Спартак дал им две тысячи талантов – и они уплыли, давясь от смеха! За одно только обещание они получили целое состояние. Некоторые могут сказать, что они поступили глупо. Если бы они выполнили обещанное, то получили бы еще две тысячи. Но Фарнак и Мегадат предпочли забрать деньги, не сделав вообще ничего. Спартак не внушил им доверия. И они знали, чем рискуют, пытаясь получить остальные две тысячи.

Мое личное мнение о Спартаке: он дилетант, деревенщина. Фарнак и Мегадат одурачили его так легко, как римский фокусник морочит апула. Если бы в прошлом году в Италии была приличная армия, она смела бы его, я уверен. На стороне Спартака только количество. Но когда он встретится с тобой, Марк Красс, ему не повезет. Спартаку не сопутствует удача, в то время как ты, дорогой Марк Красс, уже доказал, что ходишь в любимцах Фортуны.

Прочитав последнюю фразу, Цезарь рассмеялся.

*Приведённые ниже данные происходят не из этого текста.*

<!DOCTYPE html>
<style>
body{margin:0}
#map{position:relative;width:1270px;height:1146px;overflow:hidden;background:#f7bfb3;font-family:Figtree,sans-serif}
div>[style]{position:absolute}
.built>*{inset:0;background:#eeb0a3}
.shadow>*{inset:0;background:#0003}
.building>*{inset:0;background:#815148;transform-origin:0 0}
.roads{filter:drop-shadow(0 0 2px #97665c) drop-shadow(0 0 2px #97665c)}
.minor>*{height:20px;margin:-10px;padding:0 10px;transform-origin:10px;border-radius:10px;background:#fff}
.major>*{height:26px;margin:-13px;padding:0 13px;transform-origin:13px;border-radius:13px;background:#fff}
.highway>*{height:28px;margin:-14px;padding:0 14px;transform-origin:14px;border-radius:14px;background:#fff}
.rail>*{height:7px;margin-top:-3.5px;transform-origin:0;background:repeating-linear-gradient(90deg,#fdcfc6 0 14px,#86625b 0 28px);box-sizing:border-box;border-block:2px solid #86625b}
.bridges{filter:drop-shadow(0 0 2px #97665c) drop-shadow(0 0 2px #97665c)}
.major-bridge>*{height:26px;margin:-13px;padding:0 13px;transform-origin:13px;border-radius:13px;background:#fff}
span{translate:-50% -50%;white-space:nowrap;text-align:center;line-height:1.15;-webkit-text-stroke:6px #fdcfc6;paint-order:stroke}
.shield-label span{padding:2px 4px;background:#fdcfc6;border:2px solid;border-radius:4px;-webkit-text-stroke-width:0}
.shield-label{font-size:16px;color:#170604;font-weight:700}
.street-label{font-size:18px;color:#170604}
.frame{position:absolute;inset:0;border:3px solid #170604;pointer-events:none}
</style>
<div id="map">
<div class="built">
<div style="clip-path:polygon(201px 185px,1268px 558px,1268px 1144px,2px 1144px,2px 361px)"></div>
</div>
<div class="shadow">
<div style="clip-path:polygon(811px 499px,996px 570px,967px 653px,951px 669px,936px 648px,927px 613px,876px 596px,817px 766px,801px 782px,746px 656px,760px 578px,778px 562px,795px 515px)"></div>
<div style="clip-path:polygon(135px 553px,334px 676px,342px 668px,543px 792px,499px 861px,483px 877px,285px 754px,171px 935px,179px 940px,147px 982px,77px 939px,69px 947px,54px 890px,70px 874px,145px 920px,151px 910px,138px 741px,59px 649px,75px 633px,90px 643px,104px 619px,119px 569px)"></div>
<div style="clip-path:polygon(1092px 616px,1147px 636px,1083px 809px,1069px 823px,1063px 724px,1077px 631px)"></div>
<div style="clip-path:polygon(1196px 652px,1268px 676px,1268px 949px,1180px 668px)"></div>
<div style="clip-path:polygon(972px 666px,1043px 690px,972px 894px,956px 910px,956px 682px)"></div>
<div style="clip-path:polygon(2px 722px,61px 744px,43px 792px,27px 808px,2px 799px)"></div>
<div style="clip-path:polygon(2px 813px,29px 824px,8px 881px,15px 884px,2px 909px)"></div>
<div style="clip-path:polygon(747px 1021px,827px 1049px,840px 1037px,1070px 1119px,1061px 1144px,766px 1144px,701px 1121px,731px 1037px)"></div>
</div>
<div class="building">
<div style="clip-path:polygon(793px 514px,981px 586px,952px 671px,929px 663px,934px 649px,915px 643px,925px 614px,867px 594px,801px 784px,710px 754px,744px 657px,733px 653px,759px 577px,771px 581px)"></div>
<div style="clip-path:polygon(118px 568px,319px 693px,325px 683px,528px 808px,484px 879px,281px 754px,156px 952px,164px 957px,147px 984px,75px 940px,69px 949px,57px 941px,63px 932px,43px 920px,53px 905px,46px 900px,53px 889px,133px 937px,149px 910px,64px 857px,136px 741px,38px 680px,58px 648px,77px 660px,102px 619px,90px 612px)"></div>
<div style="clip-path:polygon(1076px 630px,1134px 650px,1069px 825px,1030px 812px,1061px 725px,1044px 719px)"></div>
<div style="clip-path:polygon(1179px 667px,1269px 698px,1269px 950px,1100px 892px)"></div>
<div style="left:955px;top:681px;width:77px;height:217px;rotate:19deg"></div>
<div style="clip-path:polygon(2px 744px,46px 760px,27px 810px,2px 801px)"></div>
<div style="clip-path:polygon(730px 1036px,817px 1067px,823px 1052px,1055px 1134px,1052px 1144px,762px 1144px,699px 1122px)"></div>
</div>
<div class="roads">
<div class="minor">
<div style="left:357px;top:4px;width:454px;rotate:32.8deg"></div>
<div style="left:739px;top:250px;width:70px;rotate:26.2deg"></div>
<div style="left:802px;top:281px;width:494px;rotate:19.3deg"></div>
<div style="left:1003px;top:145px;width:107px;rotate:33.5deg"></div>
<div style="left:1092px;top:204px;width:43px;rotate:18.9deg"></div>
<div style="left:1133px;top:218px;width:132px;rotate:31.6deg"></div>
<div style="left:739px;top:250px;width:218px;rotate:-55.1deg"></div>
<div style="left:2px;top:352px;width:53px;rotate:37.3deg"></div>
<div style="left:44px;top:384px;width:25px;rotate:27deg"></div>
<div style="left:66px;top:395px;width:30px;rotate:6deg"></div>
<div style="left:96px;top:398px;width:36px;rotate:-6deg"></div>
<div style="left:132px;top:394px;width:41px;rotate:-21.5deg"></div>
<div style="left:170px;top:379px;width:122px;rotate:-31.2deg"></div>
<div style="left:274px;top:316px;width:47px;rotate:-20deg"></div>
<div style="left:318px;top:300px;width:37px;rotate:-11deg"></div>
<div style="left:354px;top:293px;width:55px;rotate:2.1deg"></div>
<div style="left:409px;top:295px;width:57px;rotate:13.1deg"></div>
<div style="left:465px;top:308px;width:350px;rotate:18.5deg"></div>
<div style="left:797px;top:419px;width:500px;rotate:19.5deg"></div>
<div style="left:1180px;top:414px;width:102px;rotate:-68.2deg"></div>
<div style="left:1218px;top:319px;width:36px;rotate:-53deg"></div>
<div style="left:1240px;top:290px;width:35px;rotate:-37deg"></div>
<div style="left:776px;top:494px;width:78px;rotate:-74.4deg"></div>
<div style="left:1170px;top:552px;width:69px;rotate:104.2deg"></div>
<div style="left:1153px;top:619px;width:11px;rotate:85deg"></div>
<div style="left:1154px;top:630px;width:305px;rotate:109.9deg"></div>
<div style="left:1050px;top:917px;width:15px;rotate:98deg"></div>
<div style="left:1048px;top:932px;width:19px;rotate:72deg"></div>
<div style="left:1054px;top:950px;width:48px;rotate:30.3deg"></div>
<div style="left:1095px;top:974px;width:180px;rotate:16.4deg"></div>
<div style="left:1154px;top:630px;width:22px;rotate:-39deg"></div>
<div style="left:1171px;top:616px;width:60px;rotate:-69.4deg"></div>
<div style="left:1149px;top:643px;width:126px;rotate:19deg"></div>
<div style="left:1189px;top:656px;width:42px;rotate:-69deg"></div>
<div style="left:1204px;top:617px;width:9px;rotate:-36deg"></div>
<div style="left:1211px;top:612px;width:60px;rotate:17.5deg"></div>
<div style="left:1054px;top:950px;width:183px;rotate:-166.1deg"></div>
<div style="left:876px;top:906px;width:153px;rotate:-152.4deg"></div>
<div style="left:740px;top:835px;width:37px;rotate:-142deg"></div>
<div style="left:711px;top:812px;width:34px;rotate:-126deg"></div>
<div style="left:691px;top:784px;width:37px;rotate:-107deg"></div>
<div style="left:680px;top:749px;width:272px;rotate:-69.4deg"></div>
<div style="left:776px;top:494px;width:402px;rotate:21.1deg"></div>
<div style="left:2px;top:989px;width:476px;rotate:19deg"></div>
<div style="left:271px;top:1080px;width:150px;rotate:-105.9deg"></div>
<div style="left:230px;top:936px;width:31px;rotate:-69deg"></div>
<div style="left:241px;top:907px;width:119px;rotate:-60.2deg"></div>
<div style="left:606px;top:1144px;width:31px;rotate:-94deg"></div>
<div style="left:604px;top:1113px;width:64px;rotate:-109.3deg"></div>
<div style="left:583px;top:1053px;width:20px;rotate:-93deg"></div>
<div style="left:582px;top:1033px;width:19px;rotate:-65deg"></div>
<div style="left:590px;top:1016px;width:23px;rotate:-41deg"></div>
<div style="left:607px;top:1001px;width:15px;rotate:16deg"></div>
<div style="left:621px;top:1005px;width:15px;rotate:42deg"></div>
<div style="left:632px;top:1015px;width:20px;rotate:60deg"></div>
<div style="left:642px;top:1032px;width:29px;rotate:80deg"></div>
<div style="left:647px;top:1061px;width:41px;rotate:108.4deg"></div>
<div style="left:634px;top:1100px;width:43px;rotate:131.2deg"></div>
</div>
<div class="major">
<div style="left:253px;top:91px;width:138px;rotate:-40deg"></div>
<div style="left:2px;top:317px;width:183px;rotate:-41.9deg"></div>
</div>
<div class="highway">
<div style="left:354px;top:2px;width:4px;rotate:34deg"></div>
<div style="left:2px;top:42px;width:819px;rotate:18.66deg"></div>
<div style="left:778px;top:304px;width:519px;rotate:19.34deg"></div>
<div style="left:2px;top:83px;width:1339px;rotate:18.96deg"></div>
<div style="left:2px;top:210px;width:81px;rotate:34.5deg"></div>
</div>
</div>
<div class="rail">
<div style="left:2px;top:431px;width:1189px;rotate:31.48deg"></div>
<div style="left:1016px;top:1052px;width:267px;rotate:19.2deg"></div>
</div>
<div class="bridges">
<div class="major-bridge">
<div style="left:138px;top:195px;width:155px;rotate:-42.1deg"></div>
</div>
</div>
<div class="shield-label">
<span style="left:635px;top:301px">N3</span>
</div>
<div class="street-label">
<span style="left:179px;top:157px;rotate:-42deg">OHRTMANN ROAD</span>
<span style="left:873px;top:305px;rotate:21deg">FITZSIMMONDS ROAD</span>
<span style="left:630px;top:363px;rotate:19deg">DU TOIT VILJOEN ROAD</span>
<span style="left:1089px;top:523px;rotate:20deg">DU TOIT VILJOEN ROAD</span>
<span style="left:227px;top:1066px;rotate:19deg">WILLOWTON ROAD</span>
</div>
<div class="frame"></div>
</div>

– Что он хочет? – спросил он, отдавая письмо Крассу. – Занять у тебя денег? О боги, этот человек просто пожирает деньги!

– Ему я не дал бы, – сказал Красс. – Веррес долго не протянет.

– Надеюсь, ты прав! И как это ему удалось узнать так много о том, что произошло между пиратами и Спартаком?

Красс усмехнулся. Улыбка сотворила чудо на его большом, гладком лице, которое внезапно стало молодым и озорным.

– Думаешь, они с ним поделились?

– Несомненно. Он позволяет им использовать Сицилию как свою базу.

Они сидели вдвоем в командирской палатке, в хорошо укрепленном лагере около Попиллиевой дороги у Терины, в ста милях от Скиллея. Было начало февраля. Наступила зима. Две жаровни обогревали палатку.

Почему Марк Красс выбрал в друзья двадцативосьмилетнего Цезаря – это горячо обсуждали его легаты, которые скорее удивлялись, нежели ревновали. Пока Красс не начал делить досуг с Цезарем, у него вообще не было друзей, поэтому никто не чувствовал себя обойденным или обиженным. Загадка заключалась в их полной противоположности. Между ними была разница в шестнадцать лет. Они совершенно по-разному относились к деньгам. Казалось, Красс и Цезарь несовместимы. У них не имелось общих литературных или художественных пристрастий. И тем не менее тот же Луций Квинкций знал Цезаря много лет, вел с ним и политические, и коммерческие дела, но не мог сказать, что они с Цезарем – хорошие друзья. Однако начиная с того времени, как Красс призвал в свою армию военных трибунов этого года – на два месяца раньше срока, – он сразу выделил Цезаря. Симпатия оказалась взаимной.